> [Task to carry out]
Could the listing be repeated exactly, with every picture dropped?
=-=-=
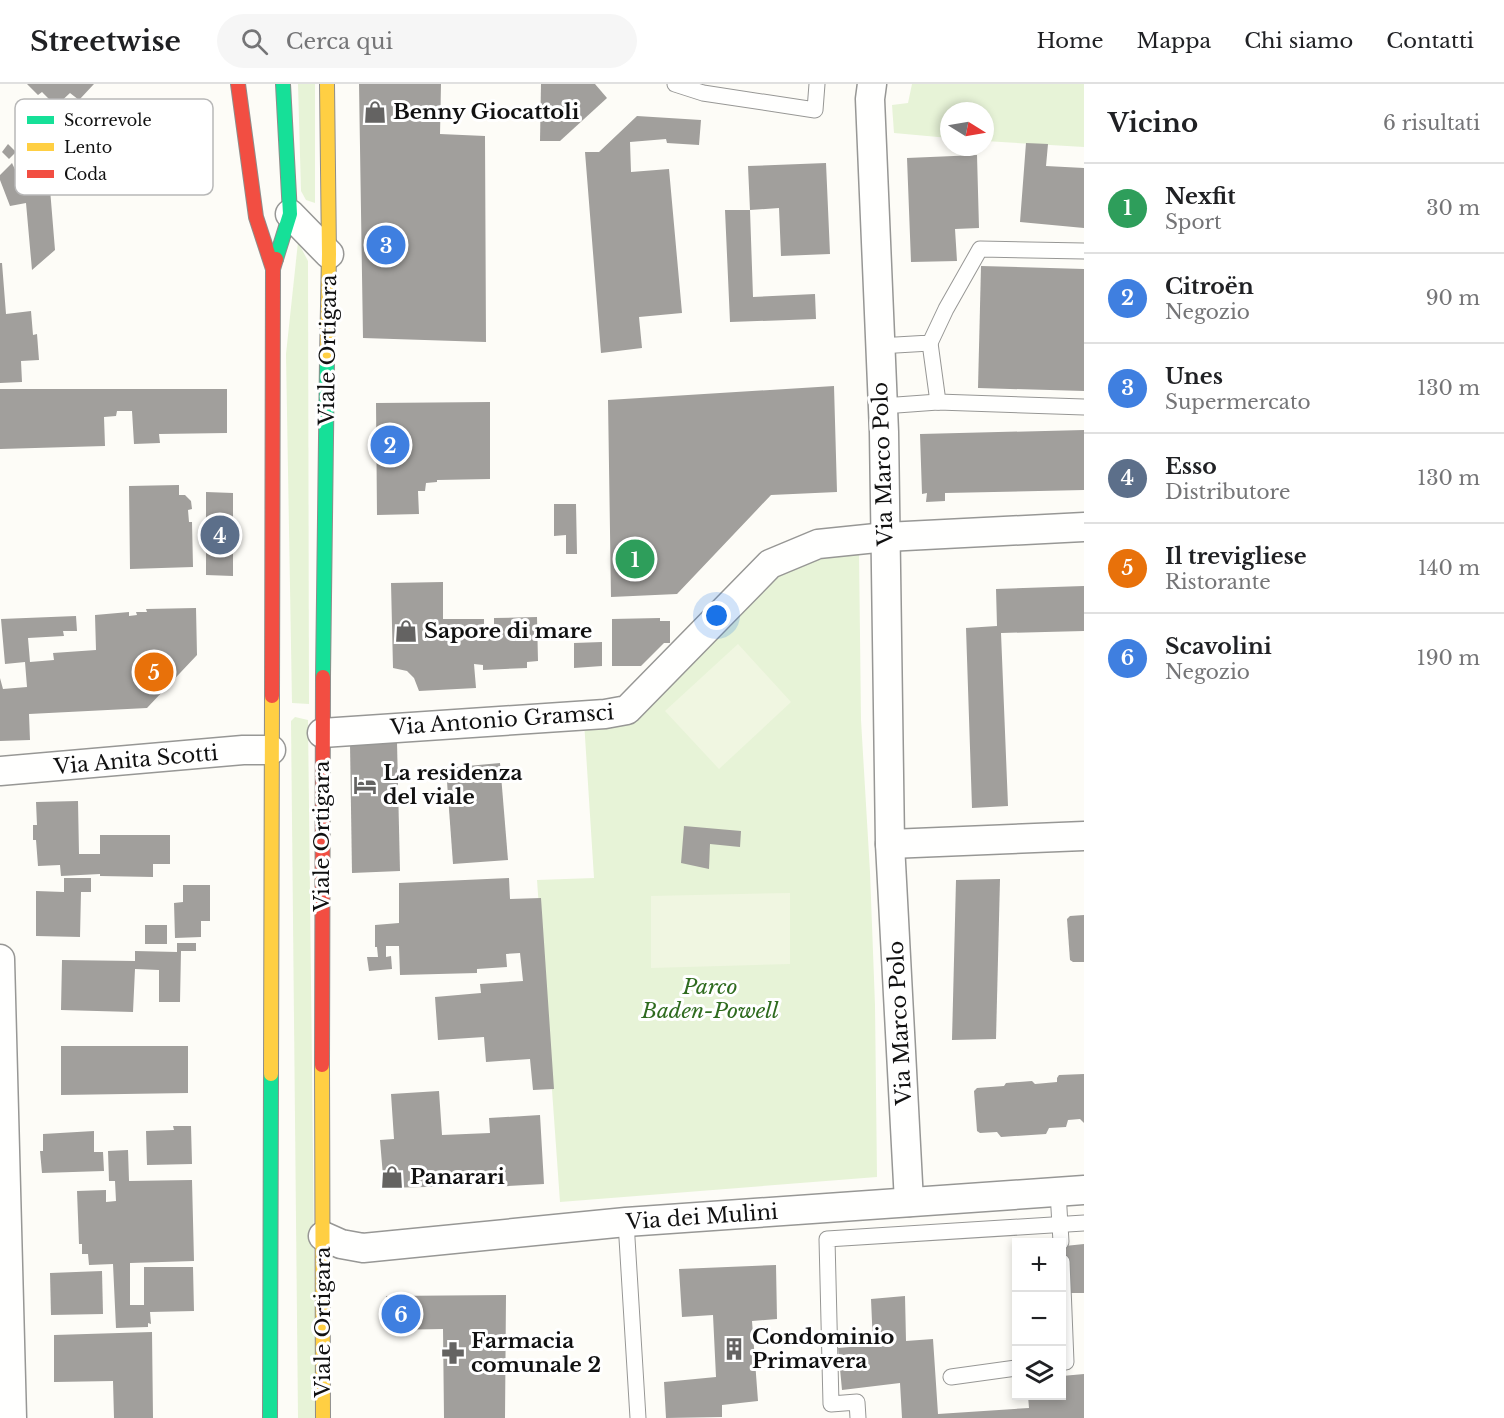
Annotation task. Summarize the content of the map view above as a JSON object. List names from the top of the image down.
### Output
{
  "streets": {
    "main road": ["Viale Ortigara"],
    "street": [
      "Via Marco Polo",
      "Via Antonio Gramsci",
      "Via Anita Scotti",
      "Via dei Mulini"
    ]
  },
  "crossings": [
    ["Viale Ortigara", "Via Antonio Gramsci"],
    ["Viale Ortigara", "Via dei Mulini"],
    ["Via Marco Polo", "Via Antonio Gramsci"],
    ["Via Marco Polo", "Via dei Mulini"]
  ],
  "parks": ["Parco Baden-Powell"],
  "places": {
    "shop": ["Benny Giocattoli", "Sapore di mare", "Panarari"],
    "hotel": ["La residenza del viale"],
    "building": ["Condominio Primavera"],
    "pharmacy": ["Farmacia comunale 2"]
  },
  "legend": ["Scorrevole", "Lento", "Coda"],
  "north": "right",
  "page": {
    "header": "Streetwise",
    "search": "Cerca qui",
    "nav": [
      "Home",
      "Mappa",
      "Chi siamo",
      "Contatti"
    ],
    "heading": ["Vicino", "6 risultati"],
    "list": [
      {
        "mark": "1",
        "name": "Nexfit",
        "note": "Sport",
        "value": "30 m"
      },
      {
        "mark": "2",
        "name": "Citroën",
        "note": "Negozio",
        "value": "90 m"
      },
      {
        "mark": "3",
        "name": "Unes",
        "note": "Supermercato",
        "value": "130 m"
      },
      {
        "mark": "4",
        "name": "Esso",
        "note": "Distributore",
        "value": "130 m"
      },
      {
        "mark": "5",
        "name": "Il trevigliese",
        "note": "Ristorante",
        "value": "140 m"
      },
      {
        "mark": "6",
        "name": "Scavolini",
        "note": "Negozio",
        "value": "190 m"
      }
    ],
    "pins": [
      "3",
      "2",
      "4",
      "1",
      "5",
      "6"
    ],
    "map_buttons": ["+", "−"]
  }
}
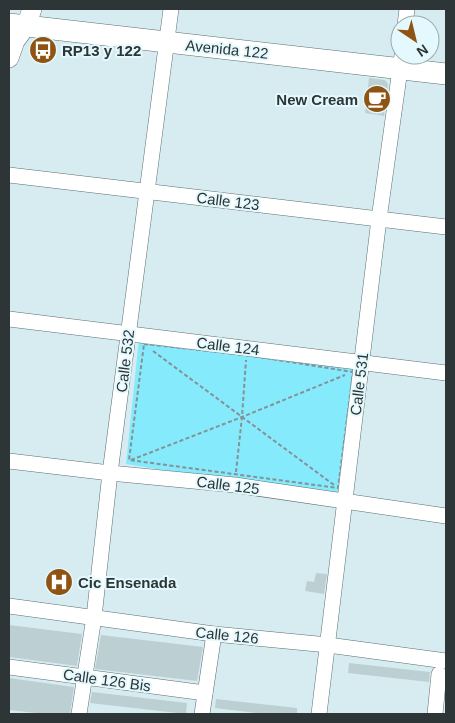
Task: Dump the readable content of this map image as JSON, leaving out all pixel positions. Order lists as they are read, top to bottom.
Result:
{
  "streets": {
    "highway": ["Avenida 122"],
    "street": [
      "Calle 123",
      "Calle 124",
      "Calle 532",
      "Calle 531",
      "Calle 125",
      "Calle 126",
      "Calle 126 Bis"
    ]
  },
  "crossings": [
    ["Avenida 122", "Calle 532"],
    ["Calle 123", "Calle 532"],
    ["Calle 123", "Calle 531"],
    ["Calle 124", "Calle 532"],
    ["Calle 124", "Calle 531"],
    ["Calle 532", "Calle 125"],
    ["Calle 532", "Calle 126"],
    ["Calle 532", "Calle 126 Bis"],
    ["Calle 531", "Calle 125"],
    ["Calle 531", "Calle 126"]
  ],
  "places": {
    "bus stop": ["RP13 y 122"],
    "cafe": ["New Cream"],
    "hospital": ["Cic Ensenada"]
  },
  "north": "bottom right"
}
=-=-=
> [Exercise solution]
Annotation task. Summarize the content of the map view above as a JSON object. List names from the top of the image down.
### Output
{
  "streets": {
    "main road": ["Viale Ortigara"],
    "street": [
      "Via Marco Polo",
      "Via Antonio Gramsci",
      "Via Anita Scotti",
      "Via dei Mulini"
    ]
  },
  "crossings": [
    ["Viale Ortigara", "Via Antonio Gramsci"],
    ["Viale Ortigara", "Via dei Mulini"],
    ["Via Marco Polo", "Via Antonio Gramsci"],
    ["Via Marco Polo", "Via dei Mulini"]
  ],
  "parks": ["Parco Baden-Powell"],
  "places": {
    "shop": ["Benny Giocattoli", "Sapore di mare", "Panarari"],
    "hotel": ["La residenza del viale"],
    "building": ["Condominio Primavera"],
    "pharmacy": ["Farmacia comunale 2"]
  },
  "legend": ["Scorrevole", "Lento", "Coda"],
  "north": "right",
  "page": {
    "header": "Streetwise",
    "search": "Cerca qui",
    "nav": [
      "Home",
      "Mappa",
      "Chi siamo",
      "Contatti"
    ],
    "heading": ["Vicino", "6 risultati"],
    "list": [
      {
        "mark": "1",
        "name": "Nexfit",
        "note": "Sport",
        "value": "30 m"
      },
      {
        "mark": "2",
        "name": "Citroën",
        "note": "Negozio",
        "value": "90 m"
      },
      {
        "mark": "3",
        "name": "Unes",
        "note": "Supermercato",
        "value": "130 m"
      },
      {
        "mark": "4",
        "name": "Esso",
        "note": "Distributore",
        "value": "130 m"
      },
      {
        "mark": "5",
        "name": "Il trevigliese",
        "note": "Ristorante",
        "value": "140 m"
      },
      {
        "mark": "6",
        "name": "Scavolini",
        "note": "Negozio",
        "value": "190 m"
      }
    ],
    "pins": [
      "3",
      "2",
      "4",
      "1",
      "5",
      "6"
    ],
    "map_buttons": ["+", "−"]
  }
}
Task: Dump the readable content of this map image as JSON, leaving out all pixel positions. Order lists as they are read, top to bottom.
Result:
{
  "streets": {
    "highway": ["Avenida 122"],
    "street": [
      "Calle 123",
      "Calle 124",
      "Calle 532",
      "Calle 531",
      "Calle 125",
      "Calle 126",
      "Calle 126 Bis"
    ]
  },
  "crossings": [
    ["Avenida 122", "Calle 532"],
    ["Calle 123", "Calle 532"],
    ["Calle 123", "Calle 531"],
    ["Calle 124", "Calle 532"],
    ["Calle 124", "Calle 531"],
    ["Calle 532", "Calle 125"],
    ["Calle 532", "Calle 126"],
    ["Calle 532", "Calle 126 Bis"],
    ["Calle 531", "Calle 125"],
    ["Calle 531", "Calle 126"]
  ],
  "places": {
    "bus stop": ["RP13 y 122"],
    "cafe": ["New Cream"],
    "hospital": ["Cic Ensenada"]
  },
  "north": "bottom right"
}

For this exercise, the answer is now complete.